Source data
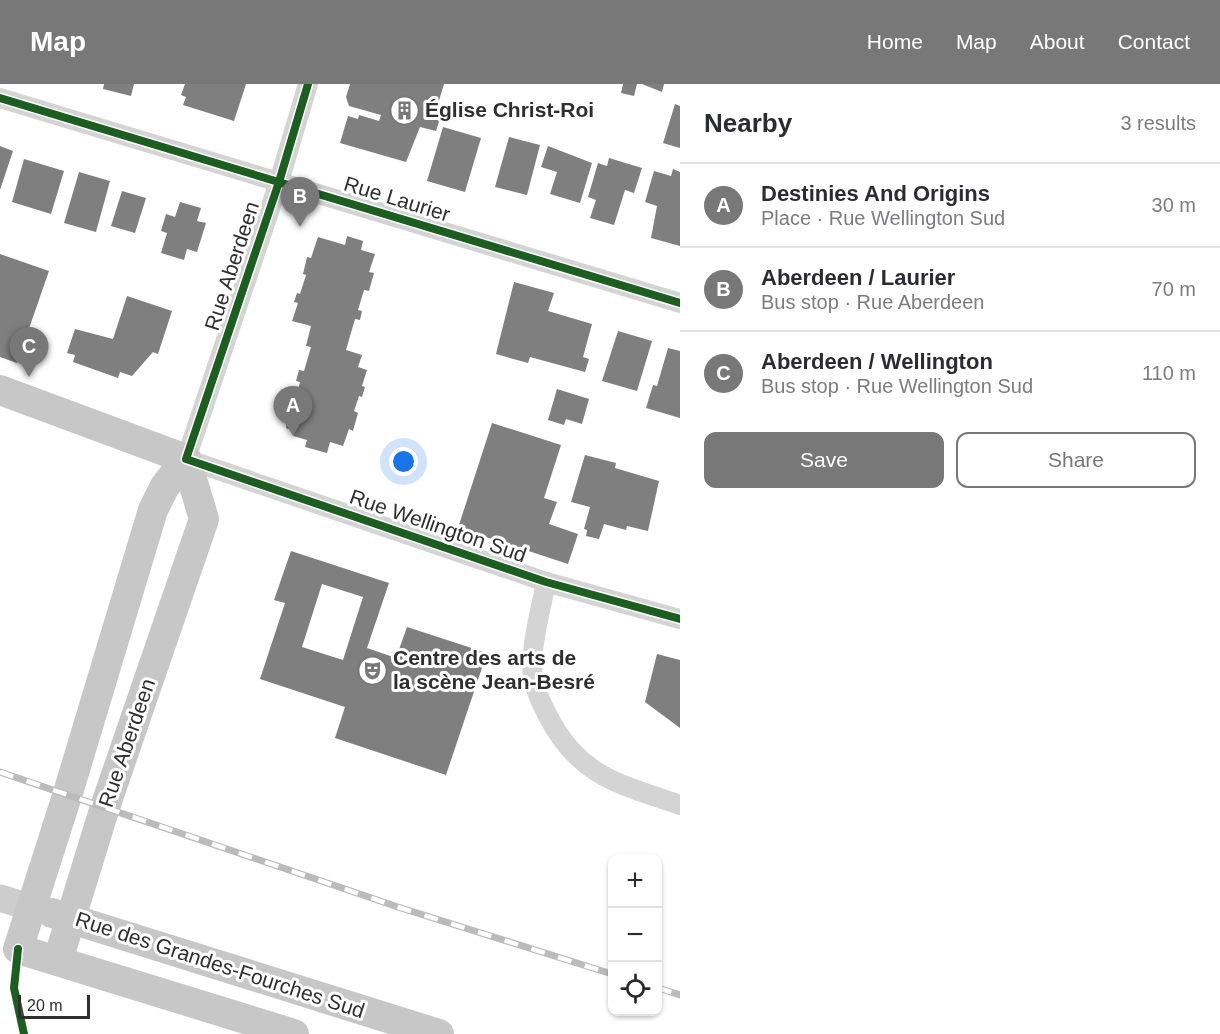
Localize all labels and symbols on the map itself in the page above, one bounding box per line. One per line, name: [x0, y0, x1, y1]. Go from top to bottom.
building icon: Église Christ-Roi: [388, 94, 420, 126]
place label: Église Christ-Roi: [425, 98, 594, 121]
street label: Rue Laurier: [341, 171, 453, 226]
pin: B: [280, 178, 320, 227]
street label: Rue Aberdeen: [200, 198, 263, 333]
pin: C: [9, 328, 48, 377]
pin: A: [274, 386, 312, 436]
your location: [389, 447, 418, 476]
street label: Rue Wellington Sud: [347, 485, 529, 567]
place label: Centre des arts de la scène Jean-Besré: [393, 646, 595, 693]
theatre icon: Centre des arts de la scène Jean-Besré: [356, 654, 388, 686]
street label: Rue Aberdeen: [94, 676, 159, 810]
street label: Rue des Grandes-Fourches Sud: [73, 907, 367, 1022]
scale bar: [18, 992, 90, 1020]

- INSTRUCTIONS TO FOLLOW: Leave out the pictures, then give all the records again exactly.

- SOLVED EXERCISE:
Localize all labels and symbols on the map itself in the page above, one bounding box per line. One per line, name: [x0, y0, x1, y1]. Go from top to bottom.
building icon: Église Christ-Roi: [388, 94, 420, 126]
place label: Église Christ-Roi: [425, 98, 594, 121]
street label: Rue Laurier: [341, 171, 453, 226]
pin: B: [280, 178, 320, 227]
street label: Rue Aberdeen: [200, 198, 263, 333]
pin: C: [9, 328, 48, 377]
pin: A: [274, 386, 312, 436]
your location: [389, 447, 418, 476]
street label: Rue Wellington Sud: [347, 485, 529, 567]
place label: Centre des arts de la scène Jean-Besré: [393, 646, 595, 693]
theatre icon: Centre des arts de la scène Jean-Besré: [356, 654, 388, 686]
street label: Rue Aberdeen: [94, 676, 159, 810]
street label: Rue des Grandes-Fourches Sud: [73, 907, 367, 1022]
scale bar: [18, 992, 90, 1020]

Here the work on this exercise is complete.